8. Ability to lead, motivate, and develop a high-performing team. Strong project management, process improvement, and organizational skills

9. Ability to promote change toward the achievement of a shared vision, challenge current paradigms and facilitate systems thinking.

10. Ability to act in a proactive manner while also providing crisis/situational management in an erratic and potentially unpredictable work environment.

11. Ability to balance and prioritize diverse management and clinical responsibilities.

12. Ability to maintain confidentiality of patient and organizational information.

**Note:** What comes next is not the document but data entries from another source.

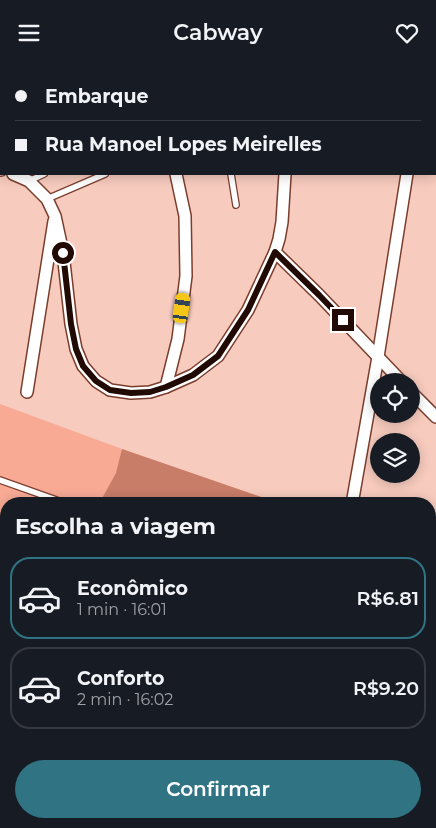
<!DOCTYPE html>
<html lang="pt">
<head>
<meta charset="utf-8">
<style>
  body { margin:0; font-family:Montserrat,sans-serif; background:#20242c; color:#f1f3f6; height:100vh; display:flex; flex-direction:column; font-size:19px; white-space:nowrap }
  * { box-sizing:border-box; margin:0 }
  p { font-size:16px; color:#9ea1a6 }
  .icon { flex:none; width:28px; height:28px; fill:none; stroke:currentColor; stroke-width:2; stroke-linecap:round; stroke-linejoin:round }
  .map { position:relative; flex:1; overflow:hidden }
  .drawer { position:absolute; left:0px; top:432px; width:436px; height:331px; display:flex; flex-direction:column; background:#171b24; border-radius:20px 20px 0 0; box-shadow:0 2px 12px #0003 }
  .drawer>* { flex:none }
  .banner { position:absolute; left:0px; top:0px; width:436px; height:110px; box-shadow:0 2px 12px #0003; display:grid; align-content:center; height:110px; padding:0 15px; background:#171b24 }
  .tools { position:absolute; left:370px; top:308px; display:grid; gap:10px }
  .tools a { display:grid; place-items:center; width:50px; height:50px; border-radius:50%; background:#171b24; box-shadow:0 2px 12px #0003; font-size:25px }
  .end { position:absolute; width:22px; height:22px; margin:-11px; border:6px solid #210904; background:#fff; box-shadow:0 0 0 2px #fff }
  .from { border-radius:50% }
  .car { position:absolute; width:15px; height:30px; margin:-15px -8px; border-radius:6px; box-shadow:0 0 4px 1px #0007; background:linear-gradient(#f5c518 24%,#345 0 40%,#f5c518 0 76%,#345 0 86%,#f5c518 0) }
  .banner b { display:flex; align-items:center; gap:18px; height:48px; font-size:19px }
  .banner b+b { border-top:1px solid #363941 }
  .banner i { width:12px; height:12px; background:#f1f3f6 }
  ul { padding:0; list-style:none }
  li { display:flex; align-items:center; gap:15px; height:82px; margin:0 10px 8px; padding:0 5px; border:2px solid #363941; border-radius:20px }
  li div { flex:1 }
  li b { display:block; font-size:19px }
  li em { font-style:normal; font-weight:600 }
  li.selected { border-color:#307484 }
  li>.icon { width:45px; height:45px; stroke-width:1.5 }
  h2 { padding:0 15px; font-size:22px; line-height:60px }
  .action { display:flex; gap:10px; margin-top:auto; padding:10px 15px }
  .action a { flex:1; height:58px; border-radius:30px; background:#307484; color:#fff; font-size:20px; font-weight:600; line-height:58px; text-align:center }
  header { display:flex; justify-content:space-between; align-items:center; height:65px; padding:0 15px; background:#171b24; font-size:22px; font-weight:600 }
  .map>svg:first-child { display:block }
</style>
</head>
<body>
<header><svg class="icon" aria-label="menu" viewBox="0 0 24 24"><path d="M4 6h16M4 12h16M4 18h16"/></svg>Cabway<svg class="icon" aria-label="heart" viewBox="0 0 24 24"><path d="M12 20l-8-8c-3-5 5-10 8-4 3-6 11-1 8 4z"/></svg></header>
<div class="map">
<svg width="436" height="763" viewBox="0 0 436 763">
  <rect width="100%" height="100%" fill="#f7cbbe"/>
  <g fill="#f8aa95">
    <polygon points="0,339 122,384 273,436 274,439 6,439 6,758 290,758 290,763 0,763"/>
    <polygon points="430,598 436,598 436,700 430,708"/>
  </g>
  <g fill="#c87d68">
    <polygon points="122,384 273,436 274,439 99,439 116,408"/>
    <polygon points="0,450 6,450 6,758 11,758 0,763"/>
  </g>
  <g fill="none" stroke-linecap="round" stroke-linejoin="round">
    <g stroke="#7b3e2d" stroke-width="8">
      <g id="service">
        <polyline points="175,1 177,0"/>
        <polyline points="231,109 236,140"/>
        <polyline points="29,116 44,109"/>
        <polyline points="47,134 105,109"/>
        <polyline points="0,415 62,437"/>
        <polyline points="430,544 436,544"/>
        <polyline points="117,758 130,761"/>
        <polyline points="21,763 31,758"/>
      </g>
    </g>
    <g stroke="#7b3e2d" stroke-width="14">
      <g id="minor">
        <polyline points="114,0 115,1"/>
        <polyline points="270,0 270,1"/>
        <polyline points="424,1 424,0"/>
        <polyline points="435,13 436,13"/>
        <polyline points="0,105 1,105"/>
        <polyline points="13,109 29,116 47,134 55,151 63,188 71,259 76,284 83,301 96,316 110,325 131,328 150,327 166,322 193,310 218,291 248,245 275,187 279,174 282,157 285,109"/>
        <polyline points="275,187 319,230 401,316"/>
        <polyline points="166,322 178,274 186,211 185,151 176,109"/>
        <polyline points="27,327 54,156"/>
        <polyline points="411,327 436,352"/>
        <polyline points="352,439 378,292 407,109"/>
        <polyline points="430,520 436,521"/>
      </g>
    </g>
    <g stroke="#7b3e2d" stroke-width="19">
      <g id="secondary">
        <polyline points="430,713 436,706"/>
        <polyline points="403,763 405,758"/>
      </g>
    </g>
    <use href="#service" stroke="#fff" stroke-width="5.5"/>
    <use href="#minor" stroke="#fff" stroke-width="11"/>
    <use href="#secondary" stroke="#fff" stroke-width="16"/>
  </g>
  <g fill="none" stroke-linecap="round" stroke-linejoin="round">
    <polyline stroke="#210904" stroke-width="6" points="63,188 71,259 76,284 83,301 96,316 110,325 131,328 150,327 166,322 193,310 218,291 248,245 275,187 319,230 343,255"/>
  </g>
</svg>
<div class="tools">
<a><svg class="icon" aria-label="locate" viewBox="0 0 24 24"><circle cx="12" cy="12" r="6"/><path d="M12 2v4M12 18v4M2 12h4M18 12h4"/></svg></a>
<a><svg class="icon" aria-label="layers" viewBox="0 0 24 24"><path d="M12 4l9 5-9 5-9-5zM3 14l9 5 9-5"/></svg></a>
</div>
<i class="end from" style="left:63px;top:188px"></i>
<i class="end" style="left:343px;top:255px"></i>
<i class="car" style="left:182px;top:243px;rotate:8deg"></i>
<div class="banner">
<b><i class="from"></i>Embarque</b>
<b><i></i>Rua Manoel Lopes Meirelles</b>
</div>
<section class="drawer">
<h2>Escolha a viagem</h2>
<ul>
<li class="selected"><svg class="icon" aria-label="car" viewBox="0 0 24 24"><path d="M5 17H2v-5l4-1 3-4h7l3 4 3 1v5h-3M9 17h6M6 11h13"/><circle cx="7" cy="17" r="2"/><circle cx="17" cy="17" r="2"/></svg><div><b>Econômico</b><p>1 min · 16:01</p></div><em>R$6.81</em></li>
<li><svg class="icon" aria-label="car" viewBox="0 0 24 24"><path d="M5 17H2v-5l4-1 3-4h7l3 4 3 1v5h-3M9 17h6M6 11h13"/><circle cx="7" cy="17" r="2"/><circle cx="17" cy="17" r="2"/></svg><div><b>Conforto</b><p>2 min · 16:02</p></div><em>R$9.20</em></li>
</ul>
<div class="action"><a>Confirmar</a></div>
</section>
</div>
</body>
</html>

13. Ability to establish and maintain effective working relationships with health care team members, management and diverse patient/family populations.

14. Ability to drive to results.

15. Ability to communicate effectively both verbally and in writing.

16. Ability to maintain regular and punctual attendance.

EDUCATION AND EXPERIENCE:

Bachelor’s degree in nursing, other clinical field, or healthcare related field such as management, health service administration. Master’s degree in a related field such as nursing, business or health services administration preferred. Minimum of five (5) years recent clinical experience required. Prior Utilization Management experience preferred. Prior supervisory or management experience preferred.

OR

Current Registered Nurse licensure from the State of Nebraska or approved compact state of residence as defined by the Nebraska Nurse Practice Act required. Bachelor's degree required, master's degree preferred. Prior Utilization management experience preferred. Prior supervisory or management experience preferred.

OTHER CREDENTIALS / CERTIFICATIONS:

Basic Life Support (CPR) certification required. Bryan Health recognizes American Heart Association (for healthcare professionals), American Red Cross (for healthcare professionals) and the Military Training Network.

PHYSICAL REQUIREMENTS:

(Physical Requirements are based on federal criteria and assigned by Human Resources upon review of the Principal Job Functions.)

(DOT) – Characterized as sedentary work requiring exertion up to 10 pounds of force occasionally and/or a negligible amount of force frequently to lift, carry, push, pull, or otherwise move objects, including the human body.

Long periods of standing, walking and/or moving while making rounds within the Medical Center are typical.